Social media sites expose information at light-speed with little control. Your business site as well as your employee’s activity on these sites can trigger liability, if your business is responsible for the sites. Defamatory statements, leaked information and copyright infringement can all be covered with a cyber insurance policy. It may also cover the cost of a public relations firm to repair any damage done to your brand. It is becoming more and more likely that your business reputation will suffer from a cyber security breach. Losing the trust of your customers can be much more damaging than the financial loss you will incur to repair the effects of the breach.
When you look into cyber insurance, make sure all instruments are covered including laptops and mobile phones. Portable devices make it much easier to store and lose information. For example, a missing USB stick, a stolen iPad or a laptop left in a taxi are all real possibilities and, for a hacker, a goldmine. There are viruses being built just to attack mobile devices. Cyber insurance will cover stolen, lost or virus infested mobile devices. You can work with your insurance provider to integrate cyber liability insurance with your regular business insurance and employment liability policy.

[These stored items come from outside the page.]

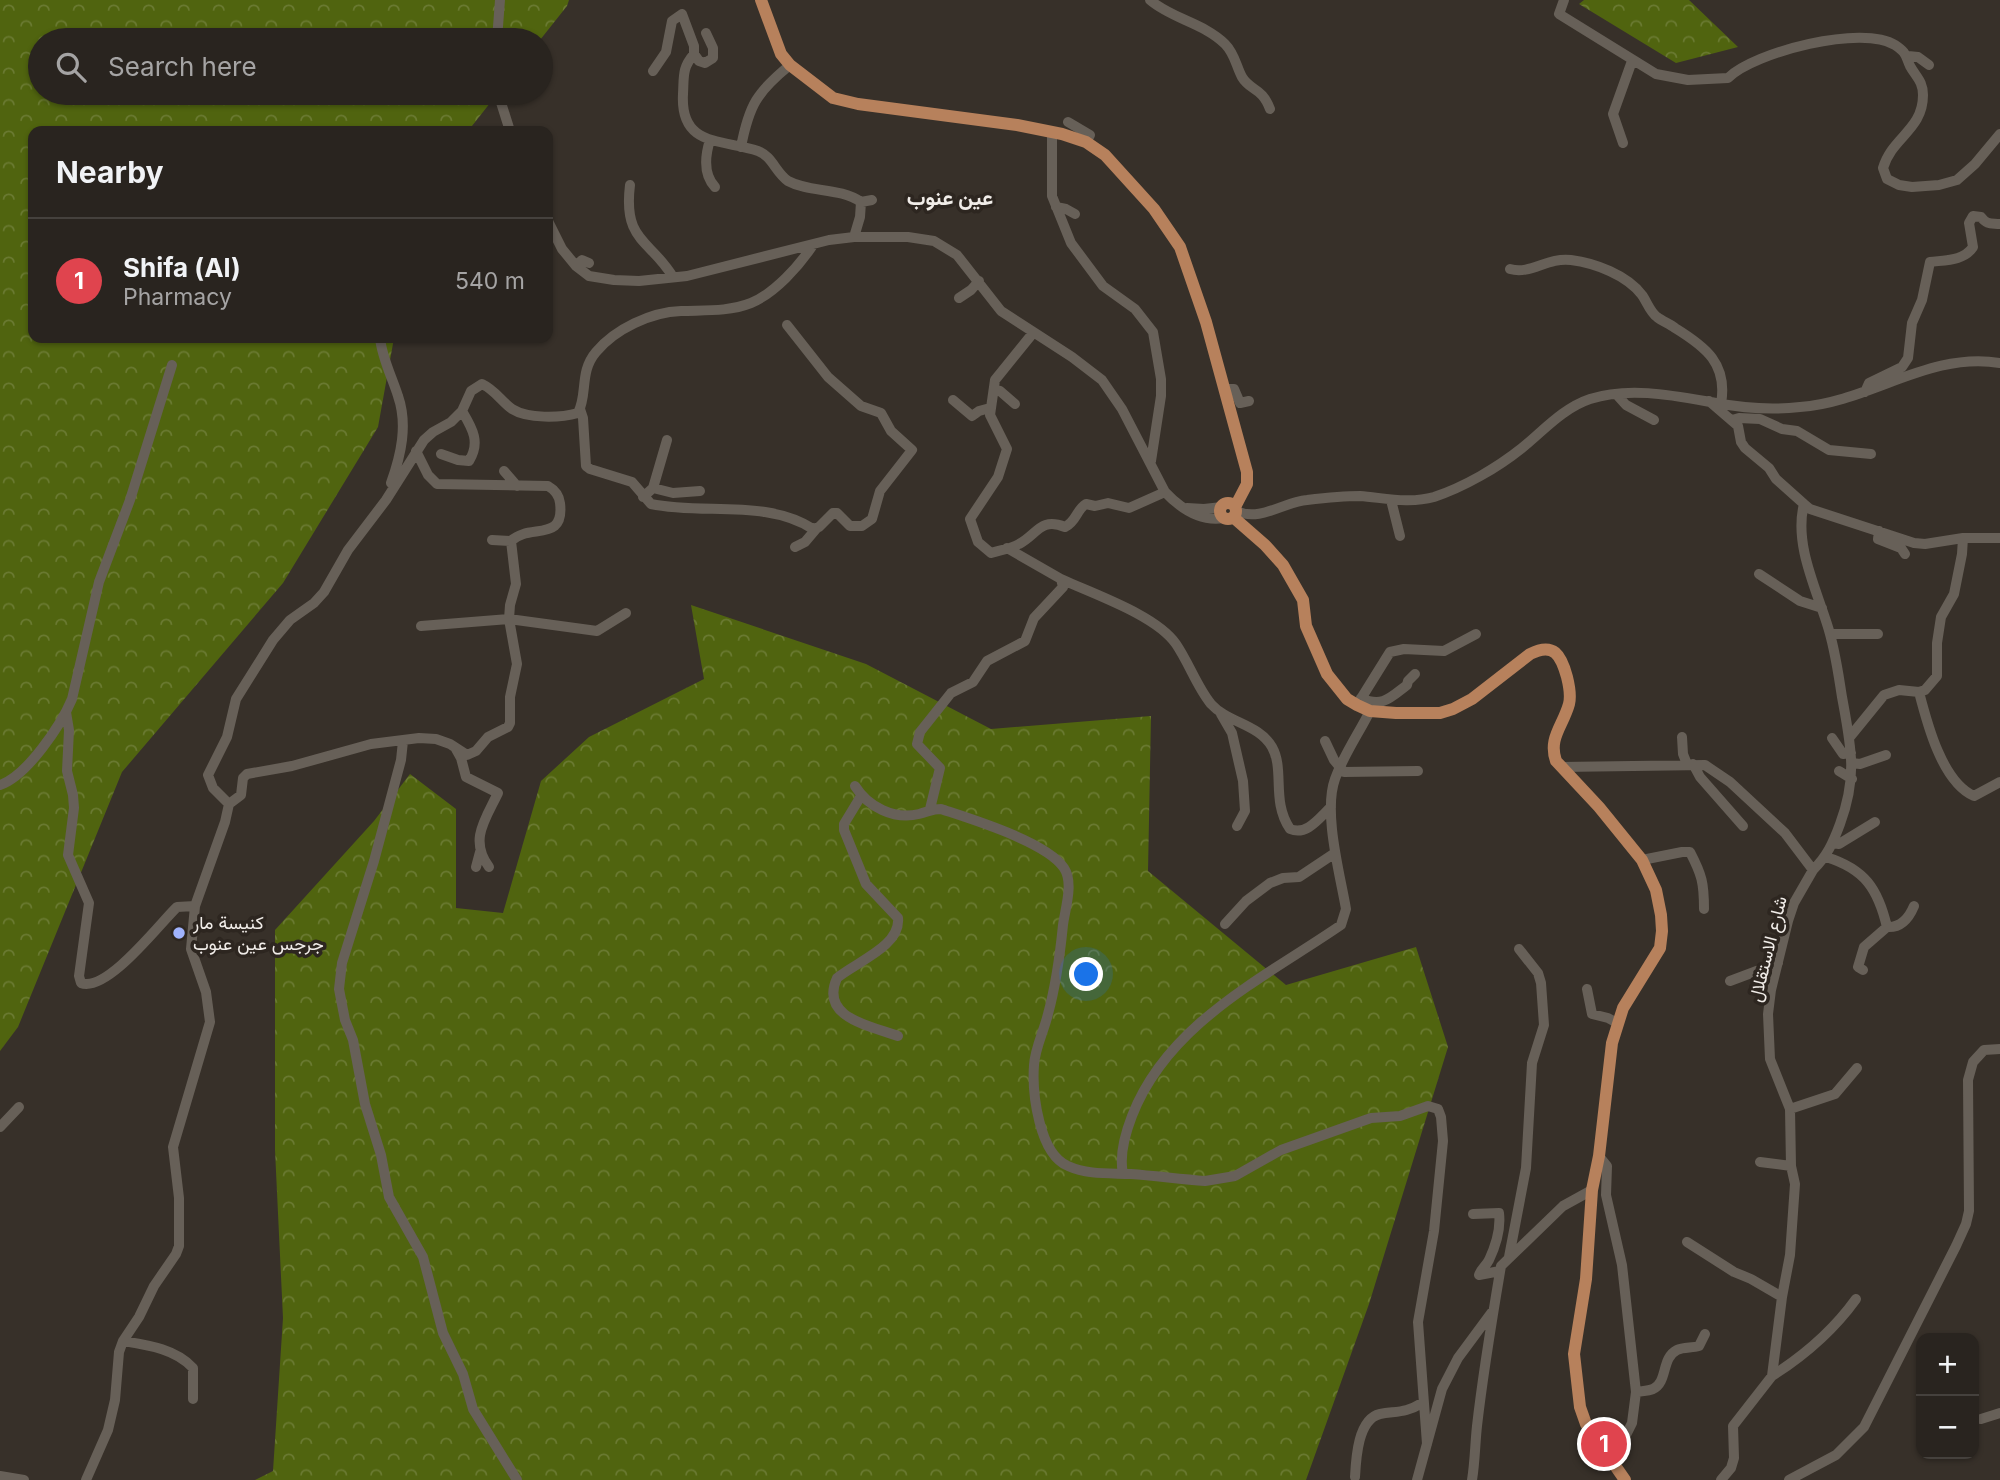 <!DOCTYPE html>
<html lang="en">
<head>
<meta charset="utf-8">
<style>
	:root { --surface:#29241f; --page:#312c28; --text:#f1f3f6; --muted:#a5a4a4; --line:#45413d; --accent:#8bbbb9 }
	body { margin:0; font-family:Inter,Vazirmatn,sans-serif; background:var(--page); color:var(--text) }
	.controls { position:absolute; right:21px; bottom:21px; display:grid; overflow:hidden; border-radius:14px; box-shadow:0 2px 5px #0004 }
	.controls button { width:63px; height:63px; display:grid; place-items:center; padding:0; border:0; border-bottom:2px solid var(--line); background:var(--surface); color:var(--text); font:35px sans-serif }
	.you { position:absolute; left:1087px; top:975px; width:24px; height:24px; margin:-18px; border:5px solid #fff; border-radius:50%; background:#1a73e8; box-shadow:0 0 0 10px #1a73e833 }
	.badge { display:grid; place-items:center; width:46px; height:46px; border-radius:50%; background:var(--accent); color:#fff; font-size:23px; font-weight:700 }
	.pin { position:absolute; translate:-50% -50%; border:4px solid #fff; box-shadow:0 2px 7px #0006 }
	.list { margin:0; padding:0; list-style:none }
	h2 { display:flex; justify-content:space-between; align-items:center; height:91px; margin:0; padding:0 28px; font-size:30px }
	h2 small { font-size:23px; font-weight:400; color:var(--muted) }
	.list li { display:grid; grid-template-columns:46px 1fr auto; gap:21px; align-items:center; box-sizing:border-box; height:126px; padding:0 28px; border-top:2px solid var(--line) }
	.list b { display:block; font-size:26px; white-space:nowrap }
	.list p { margin:0; font-size:23px; white-space:nowrap; color:var(--muted) }
	.list em { font-size:23px; font-style:normal; color:var(--muted) }
	.icon { flex:none; width:38px; height:38px; fill:none; stroke:currentColor; stroke-width:2; stroke-linecap:round; stroke-linejoin:round }
	.map { position:relative; flex:none; width:2000px; height:1480px; overflow:hidden }
	.search { position:absolute; background:var(--surface); box-shadow:0 2px 5px #0004; left:28px; top:28px; width:525px; height:77px; display:flex; align-items:center; gap:18px; box-sizing:border-box; padding:0 24px; border-radius:38px; color:var(--muted); font-size:26px }
	.panel { position:absolute; background:var(--surface); box-shadow:0 2px 5px #0004; left:28px; top:126px; width:525px; height:217px; border-radius:14px }
	.map>svg:first-child { display:block }
	.forest { fill:url(#forest-crowns) }
	.lines { fill:none; stroke-linecap:round; stroke-linejoin:round }
	.minor { stroke:#676058; stroke-width:10 }
	.major { stroke:#b7815c; stroke-width:12 }
	.poi-dot { fill:#a0b3fd; stroke:#2d2620; stroke-width:2.5 }
	.labels { text-anchor:middle; stroke-width:7; stroke-linejoin:round; paint-order:stroke }
	.poi-label { font-size:18px; fill:#f1ede9; stroke:#2d2620; text-anchor:start }
	.street-label { font-size:18px; fill:#f1ede9; stroke:#2d2620 }
	.quarter-label { font-size:21px; font-weight:bold; fill:#f1ede9; stroke:#2d2620 }
</style>
</head>
<body>
<div class="map">
<svg width="2000" height="1480" viewBox="0 0 2000 1480">
	<defs>
		<pattern id="forest-crowns" width="20" height="18" patternUnits="userSpaceOnUse" patternTransform="scale(1.75)"><rect width="20" height="18" fill="#50640f"/><path d="M2 6a3 3 0 1 1 6 0M12 15a3 3 0 1 1 6 0" fill="none" stroke="#6a7a32"/></pattern>
	</defs>
	<rect width="100%" height="100%" fill="#373029"/>
	<path class="forest" d="M0,0h569l-2,6 -27,34h-500v53h458l-30,38h-435v207h361l-16,89 -95,156 -161,189 -104,255 -18,24z
		M1584,0h105l49,47 -62,16 -97,-59z
		M691,605l175,59 125,65 160,-13 -3,155 138,114 130,-38 32,100 -79,257 -63,176h-1051l18,-9 10,-153 -8,-168v-220l99,-109 36,-47 46,35v99l47,5 38,-132 48,-44 115,-58z"/>
	<g class="lines">
		<path class="minor" d="M1150,0c22,19 54,23 75,44 10,10 11,22 17,33 8,14 20,10 28,32
			M1564,0l-5,14 97,60 32,6 40,-2c26,-26 135,-54 167,-33 12,8 10,10 15,21 6,11 13,15 13,29 0,35 -31,42 -40,73l4,11 12,6 13,2 27,-2 18,-5 18,-16 25,-30
			M497,40l3,-40
			M694,54l5,7 6,2 8,-5v-10l-7,-15
			M1908,56l10,1 11,8
			M653,71l13,-19 6,-31 10,-7 12,32v8c-12,14 -10,22 -11,40 -3,53 39,45 75,57 14,5 18,22 30,30 22,12 51,6 73,21l-1,15 -6,20
			M498,93l12,38
			M1068,122l22,13 -4,7
			M1052,132v64l19,47 32,43 32,23 18,23 8,47v17l-10,65
			M710,140c-5,16 -7,34 5,47
			M1623,143l-10,-29 19,-53
			M741,147c8,-42 16,-55 49,-82
			M630,185c-7,57 20,54 43,92
			M861,202l11,-2
			M1056,207l10,2 9,5
			M548,221l14,28 14,17 13,10 25,4 25,1 48,-5 142,-36 25,-3h54l26,4 23,14 44,56 71,46 30,23 20,29 43,83c16,17 35,30 59,26
			M576,266l6,-6 7,3
			M1510,269c21,6 37,-12 61,-9 24,3 56,15 71,35 5,7 8,17 15,22 5,4 13,7 18,11 31,19 53,36 46,76
			M959,298l12,-8 8,-9
			M1033,333l-38,47 -5,35 17,34 -9,28 -28,42 8,23 13,11c9,-3 19,-4 28,-9 18,-9 21,-27 46,-17 12,-6 11,-17 21,-23l9,2 13,-3 21,5 36,-16
			M380,338c2,20 12,39 18,58 10,29 3,59 -7,87
			M1224,389h10l6,14 9,-2
			M995,390l5,1 15,13
			M1865,392l4,-9 33,-16 6,-9 4,-35 10,-23 8,-38c15,-2 34,-1 43,-15l-4,-24 4,-7 8,1c6,8 10,6 19,7
			M1617,395l9,10 28,15
			M953,400l19,16 7,-5 11,-3
			M1709,401l29,25 3,16 4,6 24,20 7,11 28,25c-10,39 11,82 23,120 8,24 11,48 15,73 9,49 16,79 -2,127 -7,19 -13,32 -27,46
			M580,409l3,9 3,48 4,3 42,13 19,22c52,11 116,-5 162,25l6,-2 14,-14h4l13,13h12l10,-7 8,-28 32,-41 -21,-19 -10,-18 -20,-7 -33,-29 -41,-52
			M1732,420l7,-2 21,1 22,10 15,2 32,19 42,4
			M441,454l17,6 11,1c12,-19 3,-33 -7,-50
			M504,471l13,15
			M653,488l14,-48
			M643,497l10,-9 20,5 27,-2
			M1391,500l9,36
			M1804,504l6,5 104,34 11,1 38,-6h37
			M1187,508l17,1 18,-2
			M1236,511c25,11 47,-9 71,-11 17,-2 36,-4 53,-4 25,2 49,8 74,1 30,-10 63,-29 88,-49 21,-17 41,-40 68,-49 40,-13 86,-3 126,4 27,5 57,7 84,4 70,-5 129,-56 200,-44
			M1879,531l-1,8 23,9 4,6
			M492,540l19,1
			M795,547l10,-5 11,-13
			M1759,574l41,27 22,7
			M1061,579c32,15 95,36 115,65 13,19 21,43 35,60 17,19 48,20 61,43 13,23 -1,54 18,82 17,7 29,-11 41,-22
			M421,626l88,-7 88,12 29,-18
			M1830,634h48
			M1919,692c8,31 23,90 55,104l26,-14
			M1361,698c21,10 29,0 46,-13l1,-4 7,-7
			M1357,705l33,-53 14,-3 40,2 32,-17
			M66,712l3,18 -2,41 6,24 1,13 -6,47 21,48 -10,73 2,7c26,10 79,-60 96,-76l18,-1
			M1221,714l11,19 11,48 2,30 -8,15
			M1682,737l1,17 4,10
			M1832,738l11,16 8,-1
			M1849,738l35,-43 15,-5 20,2 6,-2 12,-14v-33l4,-26 13,-23 8,-40 1,-16
			M403,741l-2,19 -27,101 -32,102 -3,26 6,31 8,20 12,64 16,51 8,42 34,60 20,76 20,41 10,35 44,71
			M1325,741l9,19 10,12 74,-1
			M456,749l5,9 5,19 32,16c-13,27 -29,47 -9,74
			M1852,763l8,1 26,-9
			M1693,764l7,13 43,49
			M1561,767l144,-2 25,17 55,51 28,37 -19,33 -6,18 -17,69 -3,24 2,45 20,50 1,57 4,18 -5,71 -8,42 -10,79 -39,50 1,32 -3,10 -10,12
			M1839,771l13,8
			M0,785c27,-9 61,-60 72,-86l27,-117 31,-82 42,-135
			M855,786c13,21 39,34 64,28 9,-2 13,-5 22,-5 30,10 106,33 123,59 10,15 1,41 -1,57 -3,30 -7,60 -15,89 -4,17 -13,34 -14,51 -2,28 5,89 34,101 20,9 42,7 63,8 25,2 49,5 74,7l30,-5 46,-26 90,-32 29,-2 28,-10 10,3 3,8 2,24 -9,90 -16,91 9,122
			M861,796l-17,28v6l22,54 32,34c3,28 -42,44 -61,60 -18,40 34,48 61,58
			M229,804l12,-9 2,-17 4,-4 45,-8 79,-22 48,-6 17,1 14,5 17,11 9,-4 12,-14 20,-10 2,-4v-26l7,-33 -8,-45 1,-14 6,-21 -5,-43c18,-18 54,2 49,-38 -1,-8 -5,-13 -12,-17l-111,-2 -9,-9 -12,-24
			M930,809l10,-41 -23,-24 3,-12 31,-39 22,-11 14,-21 38,-20 9,-23 29,-31 -2,-8 -54,-31
			M1833,843l6,1 36,-22
			M1826,857c39,12 52,32 61,70l-23,20 -6,20 5,3
			M1642,860l40,-8h8c12,23 14,31 14,57
			M476,867l4,-15
			M1225,924l21,-23 24,-18 13,-5 16,-1 36,-24
			M1887,927c14,1 22,-9 27,-21
			M1730,981l48,-18
			M1587,989l5,25 16,4 9,5
			M1790,1109l45,-15 22,-26
			M0,1127l19,-20
			M1599,1156l8,10 -1,29 16,70 14,127 -4,31 -20,40
			M1760,1162l31,4
			M1123,1174c-4,-19 2,-40 9,-58 36,-93 132,-138 209,-191l5,-16c-6,-35 -23,-97 -11,-130 8,-23 24,-46 35,-68
			M1473,1214l26,-1c2,16 -3,32 -10,47 -3,6 -8,9 -10,15l21,-4
			M1687,1242l47,30 17,7 31,18
			M1509,1257l17,-89 6,-105 12,-38 -3,-42 -3,-10 -19,-24
			M123,1341c25,4 53,8 70,27v31
			M1772,1376c33,-21 61,-45 84,-77
			M1636,1392c5,-1 12,-1 17,-3 15,-7 8,-31 24,-39 6,-3 15,-2 22,-4l6,-12
			M1981,1419l19,-6
			M0,1476l24,4
			M1355,1477c1,-19 3,-58 25,-63 17,-3 26,-1 42,-11
			M86,1480l22,-50 7,-30 4,-48 4,-11 16,-24 15,-31 22,-32 3,-8v-48l-6,-51 37,-125 -4,-30 -15,-43 4,-43 30,-84 4,-18 -16,-16 -5,-13 19,-38 9,-38 37,-59 17,-20 24,-17 10,-11 24,-42 38,-50 38,-60 9,-8 18,-10 11,-11 9,-20 11,-7c13,6 19,17 30,25 16,10 48,9 66,4 10,-19 1,-41 18,-61 19,-23 55,-40 85,-41 23,-1 47,1 70,-8 24,-10 48,-37 62,-58
			M1417,1480l25,-91 16,-31 34,-46
			M1472,1480c3,-18 3,-36 5,-54 6,-53 15,-107 24,-160l62,-60 29,-16
			M1789,1480l47,-25 28,-28 92,-181 10,-22 3,-13 -1,-131 5,-18 11,-12 16,-1"/>
		<path class="major" d="M761,0l20,54 9,11 43,33 25,6 159,21 45,9 24,8 19,13 49,54 26,38 26,75 41,150v12l-12,23
			M1220 511a8 8 0 1 1 16 0a8 8 0 1 1-16 0Z
			M1233,517l32,28 18,20 20,35 3,26 21,48 20,25 10,6 13,6 26,2h44l13,-4 19,-10 58,-45c24,-12 31,1 37,23 2,8 4,19 2,27 -6,22 -21,34 -13,57l43,46 43,53 14,30 5,25 1,16 -2,17 -37,60 -11,35 -13,113 -7,34 -6,89 -12,75 6,53 6,17 39,56"/>
	</g>
	<circle class="poi-dot" cx="179" cy="933" r="7"/>
	<g class="labels">
		<g class="poi-label">
			<text x="193" y="929">كنيسة مار<tspan x="193" dy="21">جرجس عين عنوب</tspan></text>
		</g>
		<g class="street-label">
			<text transform="translate(1768 949) rotate(-76)" y="6">شارع الاستقلال</text>
		</g>
		<g class="quarter-label">
			<text x="950" y="205">عين عنوب</text>
		</g>
	</g>
</svg>
<div class="controls">
<button>+</button>
<button>−</button>
</div>
<div class="you"></div>
<div class="pin badge" style="left:1604px;top:1444px;background:#e0444e">1</div>
<div class="search"><svg class="icon" aria-label="search" viewBox="0 0 24 24"><circle cx="10" cy="10" r="6"/><path d="M15 15l6 6"/></svg>Search here</div>
<section class="panel">
<h2>Nearby<small></small></h2>
<ul class="list">
<li><span class="badge" style="background:#e0444e">1</span><div><b>Shifa (Al)</b><p>Pharmacy</p></div><em>540 m</em></li>
</ul>
</section>
</div>
</body>
</html>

A good insurance carrier will help you with risk management. It is in their best interest to make sure you have all the protection in place that is possible. They can make sure a firewall in in place to protect the network and help you select social media policies that reduce risk. Even if your data is stored in the cloud, you are still liable for breach. You cannot control how a cloud provider handles your data, and they do make mistakes. Your cyber insurance will protect you from this.
Large corporations may have risk management budgets, but small companies usually don’t. They may not have the financial means to not only pay for the fees and lawsuits that come with privacy breach or data loss, but also to stay afloat throughout the process. Most hack attacks target businesses with less than 250 employees.
Cyber liability insurance has been available for about 10 years. However, it is very rarely purchased. The data and information of a business is worth much more than the equipment on which it is stored. This will change as insurance companies understand the risk responsibilities and consumers understand the risk transfer benefits.